Work required: All lines in the data below carrying the string "paint" are to be located and copied.

Data to use:
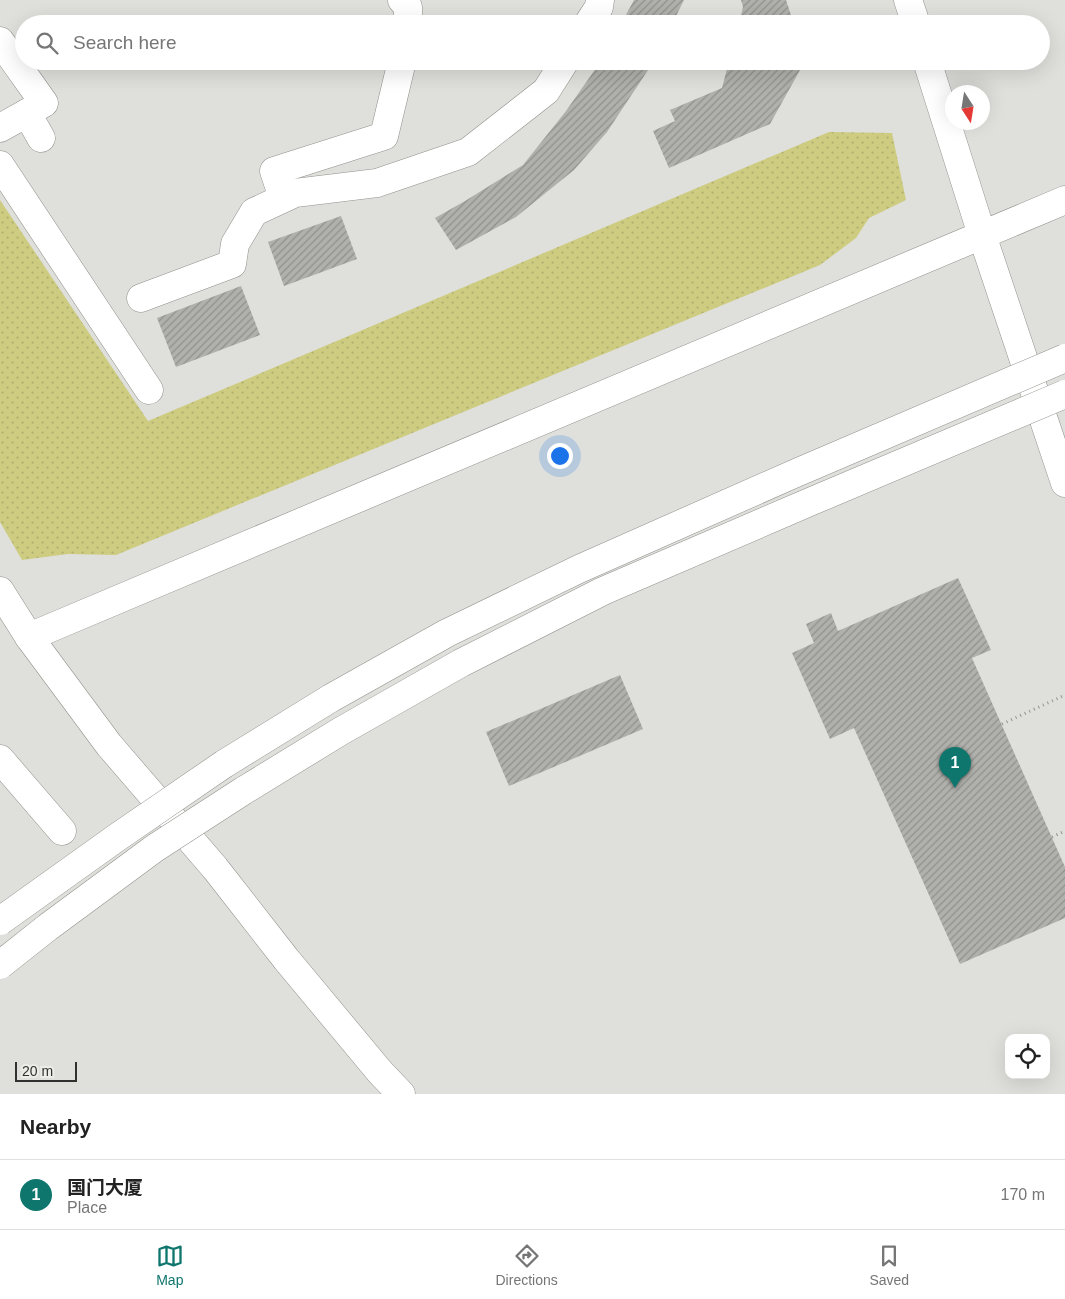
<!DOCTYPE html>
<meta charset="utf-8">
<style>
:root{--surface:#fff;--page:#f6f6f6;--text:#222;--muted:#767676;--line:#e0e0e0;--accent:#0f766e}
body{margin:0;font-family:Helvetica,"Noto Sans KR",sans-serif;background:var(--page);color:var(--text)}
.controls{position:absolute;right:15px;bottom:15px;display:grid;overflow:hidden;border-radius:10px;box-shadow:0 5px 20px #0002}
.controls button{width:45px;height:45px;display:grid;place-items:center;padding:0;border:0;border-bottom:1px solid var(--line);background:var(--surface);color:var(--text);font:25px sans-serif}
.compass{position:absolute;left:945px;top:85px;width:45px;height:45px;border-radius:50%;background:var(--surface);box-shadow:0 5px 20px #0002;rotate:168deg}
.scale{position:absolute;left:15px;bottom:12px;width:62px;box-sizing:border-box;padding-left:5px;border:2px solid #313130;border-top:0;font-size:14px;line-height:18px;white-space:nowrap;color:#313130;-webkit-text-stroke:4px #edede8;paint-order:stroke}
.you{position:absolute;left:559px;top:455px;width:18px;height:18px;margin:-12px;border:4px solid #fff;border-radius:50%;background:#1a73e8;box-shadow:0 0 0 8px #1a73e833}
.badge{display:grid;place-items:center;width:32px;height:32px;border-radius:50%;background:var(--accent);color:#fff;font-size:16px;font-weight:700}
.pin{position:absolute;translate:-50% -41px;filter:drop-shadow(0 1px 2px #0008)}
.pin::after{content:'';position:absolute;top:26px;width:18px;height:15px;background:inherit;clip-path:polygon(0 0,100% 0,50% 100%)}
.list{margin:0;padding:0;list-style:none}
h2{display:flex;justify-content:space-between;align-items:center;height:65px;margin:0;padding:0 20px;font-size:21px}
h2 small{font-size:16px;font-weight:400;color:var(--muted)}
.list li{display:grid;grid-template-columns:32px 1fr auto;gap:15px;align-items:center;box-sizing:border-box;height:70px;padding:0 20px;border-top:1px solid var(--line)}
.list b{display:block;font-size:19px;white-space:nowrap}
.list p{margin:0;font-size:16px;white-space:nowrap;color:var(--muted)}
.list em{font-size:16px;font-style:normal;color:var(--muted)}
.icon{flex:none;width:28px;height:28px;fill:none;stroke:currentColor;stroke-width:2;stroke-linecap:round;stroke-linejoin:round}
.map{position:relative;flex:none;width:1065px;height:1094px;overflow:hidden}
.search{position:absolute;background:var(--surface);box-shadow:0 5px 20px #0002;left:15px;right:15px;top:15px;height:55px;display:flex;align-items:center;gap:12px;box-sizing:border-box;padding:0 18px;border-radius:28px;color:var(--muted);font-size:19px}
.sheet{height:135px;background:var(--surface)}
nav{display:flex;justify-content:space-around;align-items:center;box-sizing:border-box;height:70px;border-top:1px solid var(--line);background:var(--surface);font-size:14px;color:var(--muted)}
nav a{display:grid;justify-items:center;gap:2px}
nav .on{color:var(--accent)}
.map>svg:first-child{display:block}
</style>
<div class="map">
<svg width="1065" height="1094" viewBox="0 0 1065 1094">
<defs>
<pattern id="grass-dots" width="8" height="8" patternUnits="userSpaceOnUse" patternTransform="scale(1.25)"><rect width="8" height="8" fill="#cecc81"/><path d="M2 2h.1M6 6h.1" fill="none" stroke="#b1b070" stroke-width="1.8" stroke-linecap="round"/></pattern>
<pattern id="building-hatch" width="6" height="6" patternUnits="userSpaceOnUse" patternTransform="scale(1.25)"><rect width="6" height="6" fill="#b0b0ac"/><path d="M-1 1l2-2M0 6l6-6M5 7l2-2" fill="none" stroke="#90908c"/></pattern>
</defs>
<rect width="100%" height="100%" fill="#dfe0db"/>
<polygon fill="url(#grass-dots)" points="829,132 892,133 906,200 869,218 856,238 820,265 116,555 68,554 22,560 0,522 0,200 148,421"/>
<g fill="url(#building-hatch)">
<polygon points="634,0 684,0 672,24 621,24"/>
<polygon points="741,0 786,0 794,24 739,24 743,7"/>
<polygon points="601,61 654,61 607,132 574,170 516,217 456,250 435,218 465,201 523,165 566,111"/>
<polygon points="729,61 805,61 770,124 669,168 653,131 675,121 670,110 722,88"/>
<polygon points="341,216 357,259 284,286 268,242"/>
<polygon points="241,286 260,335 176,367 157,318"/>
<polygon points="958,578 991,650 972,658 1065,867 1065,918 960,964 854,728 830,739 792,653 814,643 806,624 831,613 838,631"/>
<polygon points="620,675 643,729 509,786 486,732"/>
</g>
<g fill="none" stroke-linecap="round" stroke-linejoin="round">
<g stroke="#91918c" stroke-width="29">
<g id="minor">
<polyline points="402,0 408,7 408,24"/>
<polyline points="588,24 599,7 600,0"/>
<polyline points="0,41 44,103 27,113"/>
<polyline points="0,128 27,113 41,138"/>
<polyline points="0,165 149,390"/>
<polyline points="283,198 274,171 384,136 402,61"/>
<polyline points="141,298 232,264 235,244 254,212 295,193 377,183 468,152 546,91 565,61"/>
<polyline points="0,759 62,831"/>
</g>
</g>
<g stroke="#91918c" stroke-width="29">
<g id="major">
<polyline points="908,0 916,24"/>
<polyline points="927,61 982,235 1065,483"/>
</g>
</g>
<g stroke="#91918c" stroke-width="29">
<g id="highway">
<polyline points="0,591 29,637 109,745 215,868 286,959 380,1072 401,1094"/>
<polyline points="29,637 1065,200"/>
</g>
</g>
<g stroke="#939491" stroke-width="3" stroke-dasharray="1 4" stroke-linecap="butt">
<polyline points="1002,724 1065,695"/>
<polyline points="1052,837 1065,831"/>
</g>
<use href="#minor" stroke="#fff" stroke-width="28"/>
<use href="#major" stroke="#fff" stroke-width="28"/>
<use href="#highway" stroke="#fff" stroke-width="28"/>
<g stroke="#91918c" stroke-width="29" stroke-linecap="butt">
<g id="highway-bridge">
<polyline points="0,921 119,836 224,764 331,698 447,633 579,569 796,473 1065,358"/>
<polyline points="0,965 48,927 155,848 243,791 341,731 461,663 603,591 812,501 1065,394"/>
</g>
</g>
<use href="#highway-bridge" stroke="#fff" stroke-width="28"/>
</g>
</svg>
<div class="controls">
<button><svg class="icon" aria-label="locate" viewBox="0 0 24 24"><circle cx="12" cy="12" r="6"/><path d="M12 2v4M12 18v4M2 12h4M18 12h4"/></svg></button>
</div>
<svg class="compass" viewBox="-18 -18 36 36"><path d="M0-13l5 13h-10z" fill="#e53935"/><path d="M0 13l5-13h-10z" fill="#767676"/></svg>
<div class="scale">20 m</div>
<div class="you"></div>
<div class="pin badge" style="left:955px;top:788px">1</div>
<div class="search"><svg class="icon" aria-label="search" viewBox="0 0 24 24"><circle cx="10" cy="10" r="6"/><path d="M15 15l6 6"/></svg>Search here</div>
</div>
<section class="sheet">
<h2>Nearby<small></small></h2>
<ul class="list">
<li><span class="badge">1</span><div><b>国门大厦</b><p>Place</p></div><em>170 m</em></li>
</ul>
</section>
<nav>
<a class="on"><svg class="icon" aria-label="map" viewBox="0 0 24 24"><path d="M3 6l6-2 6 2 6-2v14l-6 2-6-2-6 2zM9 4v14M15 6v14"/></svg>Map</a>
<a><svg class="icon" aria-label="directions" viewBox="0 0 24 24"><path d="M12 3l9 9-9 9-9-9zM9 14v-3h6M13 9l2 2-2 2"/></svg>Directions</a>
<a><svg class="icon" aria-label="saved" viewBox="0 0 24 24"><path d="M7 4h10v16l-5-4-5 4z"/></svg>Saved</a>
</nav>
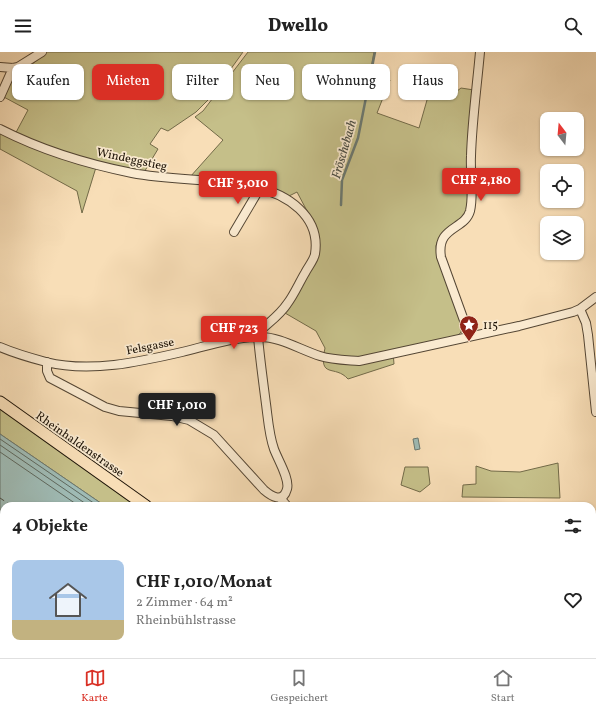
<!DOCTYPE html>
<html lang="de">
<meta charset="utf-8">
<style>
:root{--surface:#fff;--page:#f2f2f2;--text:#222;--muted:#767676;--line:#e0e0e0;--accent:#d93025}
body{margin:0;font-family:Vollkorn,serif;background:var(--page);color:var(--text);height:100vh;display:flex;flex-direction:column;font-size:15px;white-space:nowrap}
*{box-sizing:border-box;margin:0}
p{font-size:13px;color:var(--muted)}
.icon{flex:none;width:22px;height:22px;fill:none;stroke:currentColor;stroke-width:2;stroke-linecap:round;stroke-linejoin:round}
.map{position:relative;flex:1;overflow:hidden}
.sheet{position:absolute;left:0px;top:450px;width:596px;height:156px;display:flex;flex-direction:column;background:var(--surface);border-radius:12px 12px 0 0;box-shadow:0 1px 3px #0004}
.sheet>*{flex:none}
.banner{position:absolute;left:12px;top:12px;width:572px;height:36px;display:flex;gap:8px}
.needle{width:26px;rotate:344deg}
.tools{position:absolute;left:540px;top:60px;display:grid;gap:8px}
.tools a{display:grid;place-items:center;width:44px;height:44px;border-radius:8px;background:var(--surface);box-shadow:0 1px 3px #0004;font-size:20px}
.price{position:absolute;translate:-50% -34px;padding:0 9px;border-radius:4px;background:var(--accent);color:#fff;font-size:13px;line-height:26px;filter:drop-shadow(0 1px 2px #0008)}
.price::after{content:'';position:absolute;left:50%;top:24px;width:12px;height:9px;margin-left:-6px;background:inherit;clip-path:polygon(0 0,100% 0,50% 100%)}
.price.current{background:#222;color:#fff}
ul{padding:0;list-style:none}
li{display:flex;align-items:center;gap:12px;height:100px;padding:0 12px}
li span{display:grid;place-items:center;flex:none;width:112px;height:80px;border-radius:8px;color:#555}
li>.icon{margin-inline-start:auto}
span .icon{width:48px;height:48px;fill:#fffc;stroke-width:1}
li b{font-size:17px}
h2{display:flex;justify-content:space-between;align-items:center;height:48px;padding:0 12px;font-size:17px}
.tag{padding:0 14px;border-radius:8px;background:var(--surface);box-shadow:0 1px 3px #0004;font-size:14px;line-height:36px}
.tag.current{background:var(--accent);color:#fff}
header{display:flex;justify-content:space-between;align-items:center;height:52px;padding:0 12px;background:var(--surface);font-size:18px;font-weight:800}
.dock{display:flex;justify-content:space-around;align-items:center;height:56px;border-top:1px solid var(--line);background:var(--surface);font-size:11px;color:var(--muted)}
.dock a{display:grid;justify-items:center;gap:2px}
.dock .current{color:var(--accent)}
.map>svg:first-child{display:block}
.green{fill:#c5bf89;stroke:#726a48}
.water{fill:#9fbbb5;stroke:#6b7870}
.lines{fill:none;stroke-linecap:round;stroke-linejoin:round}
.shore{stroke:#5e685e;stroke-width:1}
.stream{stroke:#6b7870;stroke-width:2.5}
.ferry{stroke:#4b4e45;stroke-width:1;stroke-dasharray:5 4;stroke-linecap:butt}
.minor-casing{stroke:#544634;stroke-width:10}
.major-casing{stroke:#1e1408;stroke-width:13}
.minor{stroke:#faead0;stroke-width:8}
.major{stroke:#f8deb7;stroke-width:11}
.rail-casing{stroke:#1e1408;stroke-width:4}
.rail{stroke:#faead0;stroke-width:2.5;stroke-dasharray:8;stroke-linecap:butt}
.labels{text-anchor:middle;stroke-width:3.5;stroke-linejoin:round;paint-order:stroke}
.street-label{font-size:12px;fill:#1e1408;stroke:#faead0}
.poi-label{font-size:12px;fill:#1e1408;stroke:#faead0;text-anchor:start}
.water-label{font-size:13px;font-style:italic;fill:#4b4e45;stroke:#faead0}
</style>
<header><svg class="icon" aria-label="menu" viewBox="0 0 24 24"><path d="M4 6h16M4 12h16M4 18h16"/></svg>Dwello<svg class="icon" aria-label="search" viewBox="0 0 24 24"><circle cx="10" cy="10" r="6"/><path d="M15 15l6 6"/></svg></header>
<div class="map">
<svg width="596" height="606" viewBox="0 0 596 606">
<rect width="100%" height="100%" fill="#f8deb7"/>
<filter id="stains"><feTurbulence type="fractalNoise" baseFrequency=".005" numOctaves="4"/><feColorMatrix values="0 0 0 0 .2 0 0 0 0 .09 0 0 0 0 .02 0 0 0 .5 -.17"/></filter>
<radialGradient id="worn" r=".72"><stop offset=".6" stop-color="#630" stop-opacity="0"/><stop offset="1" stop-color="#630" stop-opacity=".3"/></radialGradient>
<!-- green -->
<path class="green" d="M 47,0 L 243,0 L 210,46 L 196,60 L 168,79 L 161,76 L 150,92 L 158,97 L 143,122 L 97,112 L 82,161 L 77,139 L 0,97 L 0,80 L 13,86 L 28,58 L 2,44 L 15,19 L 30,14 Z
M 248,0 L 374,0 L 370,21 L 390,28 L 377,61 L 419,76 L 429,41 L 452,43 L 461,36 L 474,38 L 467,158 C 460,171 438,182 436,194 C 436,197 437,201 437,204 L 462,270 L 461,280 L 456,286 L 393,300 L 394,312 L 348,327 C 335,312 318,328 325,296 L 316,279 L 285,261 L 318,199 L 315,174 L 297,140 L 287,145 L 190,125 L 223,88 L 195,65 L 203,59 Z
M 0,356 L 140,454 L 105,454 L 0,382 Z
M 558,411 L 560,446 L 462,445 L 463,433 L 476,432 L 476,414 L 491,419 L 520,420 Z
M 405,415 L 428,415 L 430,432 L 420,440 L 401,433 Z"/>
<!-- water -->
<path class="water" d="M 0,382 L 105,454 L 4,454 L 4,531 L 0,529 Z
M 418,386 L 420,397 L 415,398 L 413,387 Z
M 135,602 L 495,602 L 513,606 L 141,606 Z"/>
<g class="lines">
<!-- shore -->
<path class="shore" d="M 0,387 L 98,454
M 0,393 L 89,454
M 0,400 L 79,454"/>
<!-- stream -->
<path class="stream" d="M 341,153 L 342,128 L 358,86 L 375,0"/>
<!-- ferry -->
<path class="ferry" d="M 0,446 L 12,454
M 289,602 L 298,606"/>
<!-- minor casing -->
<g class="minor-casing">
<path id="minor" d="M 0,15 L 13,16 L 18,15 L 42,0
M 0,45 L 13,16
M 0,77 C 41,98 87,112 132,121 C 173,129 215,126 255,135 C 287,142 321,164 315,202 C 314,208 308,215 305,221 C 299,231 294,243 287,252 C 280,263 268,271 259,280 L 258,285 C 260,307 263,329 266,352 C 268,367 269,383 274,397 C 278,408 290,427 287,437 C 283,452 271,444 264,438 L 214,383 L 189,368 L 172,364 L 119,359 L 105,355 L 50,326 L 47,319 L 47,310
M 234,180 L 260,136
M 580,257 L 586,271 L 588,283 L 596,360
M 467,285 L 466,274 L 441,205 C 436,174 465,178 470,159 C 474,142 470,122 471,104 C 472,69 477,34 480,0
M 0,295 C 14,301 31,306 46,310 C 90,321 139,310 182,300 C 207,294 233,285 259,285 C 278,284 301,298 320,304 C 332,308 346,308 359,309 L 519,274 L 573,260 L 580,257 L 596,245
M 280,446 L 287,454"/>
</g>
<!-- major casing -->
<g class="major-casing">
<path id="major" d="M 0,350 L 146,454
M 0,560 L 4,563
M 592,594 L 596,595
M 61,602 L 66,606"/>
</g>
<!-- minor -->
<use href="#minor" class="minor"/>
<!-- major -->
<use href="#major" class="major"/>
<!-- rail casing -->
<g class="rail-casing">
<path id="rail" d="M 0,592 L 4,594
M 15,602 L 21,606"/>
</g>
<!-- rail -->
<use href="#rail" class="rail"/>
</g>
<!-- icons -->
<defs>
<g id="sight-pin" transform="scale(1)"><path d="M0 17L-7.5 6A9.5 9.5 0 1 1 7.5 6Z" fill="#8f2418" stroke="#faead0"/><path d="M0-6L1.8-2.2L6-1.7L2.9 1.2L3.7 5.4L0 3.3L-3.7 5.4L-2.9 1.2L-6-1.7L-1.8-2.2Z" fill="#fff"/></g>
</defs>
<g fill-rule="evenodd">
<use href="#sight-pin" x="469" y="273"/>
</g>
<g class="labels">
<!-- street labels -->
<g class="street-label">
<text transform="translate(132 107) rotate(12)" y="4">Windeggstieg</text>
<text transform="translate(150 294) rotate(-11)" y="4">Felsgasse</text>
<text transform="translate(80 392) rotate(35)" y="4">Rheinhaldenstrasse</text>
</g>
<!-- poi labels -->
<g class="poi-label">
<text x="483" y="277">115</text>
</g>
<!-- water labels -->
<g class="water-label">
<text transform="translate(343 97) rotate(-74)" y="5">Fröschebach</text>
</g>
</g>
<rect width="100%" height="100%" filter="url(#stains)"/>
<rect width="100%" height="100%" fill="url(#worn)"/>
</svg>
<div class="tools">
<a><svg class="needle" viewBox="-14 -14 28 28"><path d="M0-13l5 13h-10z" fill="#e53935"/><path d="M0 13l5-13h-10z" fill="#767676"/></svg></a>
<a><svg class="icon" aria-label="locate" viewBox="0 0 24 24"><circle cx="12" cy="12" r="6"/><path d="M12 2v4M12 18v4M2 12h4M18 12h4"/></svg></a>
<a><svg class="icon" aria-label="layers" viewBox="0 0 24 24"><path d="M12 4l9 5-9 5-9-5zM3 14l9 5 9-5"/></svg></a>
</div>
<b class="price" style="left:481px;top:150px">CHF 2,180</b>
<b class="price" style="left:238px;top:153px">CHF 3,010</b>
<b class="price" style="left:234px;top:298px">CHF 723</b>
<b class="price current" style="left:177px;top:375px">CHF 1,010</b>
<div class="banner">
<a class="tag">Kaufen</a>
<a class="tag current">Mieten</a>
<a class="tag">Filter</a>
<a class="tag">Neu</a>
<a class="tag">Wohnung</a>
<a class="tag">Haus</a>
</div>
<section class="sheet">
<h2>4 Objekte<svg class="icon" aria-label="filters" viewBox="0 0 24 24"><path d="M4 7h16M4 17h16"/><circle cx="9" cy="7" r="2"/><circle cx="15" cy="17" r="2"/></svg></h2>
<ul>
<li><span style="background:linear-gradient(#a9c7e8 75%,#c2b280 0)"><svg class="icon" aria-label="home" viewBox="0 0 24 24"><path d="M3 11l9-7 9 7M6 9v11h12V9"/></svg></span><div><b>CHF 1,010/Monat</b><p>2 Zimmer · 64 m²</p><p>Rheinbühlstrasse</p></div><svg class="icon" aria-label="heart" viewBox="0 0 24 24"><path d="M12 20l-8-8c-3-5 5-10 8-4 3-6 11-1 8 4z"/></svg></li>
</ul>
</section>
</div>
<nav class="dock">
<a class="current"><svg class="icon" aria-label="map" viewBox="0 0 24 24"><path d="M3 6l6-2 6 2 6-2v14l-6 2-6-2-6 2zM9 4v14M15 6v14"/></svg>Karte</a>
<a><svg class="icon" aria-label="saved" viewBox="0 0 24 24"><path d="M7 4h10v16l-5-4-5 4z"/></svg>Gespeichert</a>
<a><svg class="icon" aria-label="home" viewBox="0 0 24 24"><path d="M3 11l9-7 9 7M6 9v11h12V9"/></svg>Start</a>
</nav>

Task output:
.scale{position:absolute;left:15px;bottom:12px;width:62px;box-sizing:border-box;padding-left:5px;border:2px solid #313130;border-top:0;font-size:14px;line-height:18px;white-space:nowrap;color:#313130;-webkit-text-stroke:4px #edede8;paint-order:stroke}
.labels{text-anchor:middle;stroke-width:3.5;stroke-linejoin:round;paint-order:stroke}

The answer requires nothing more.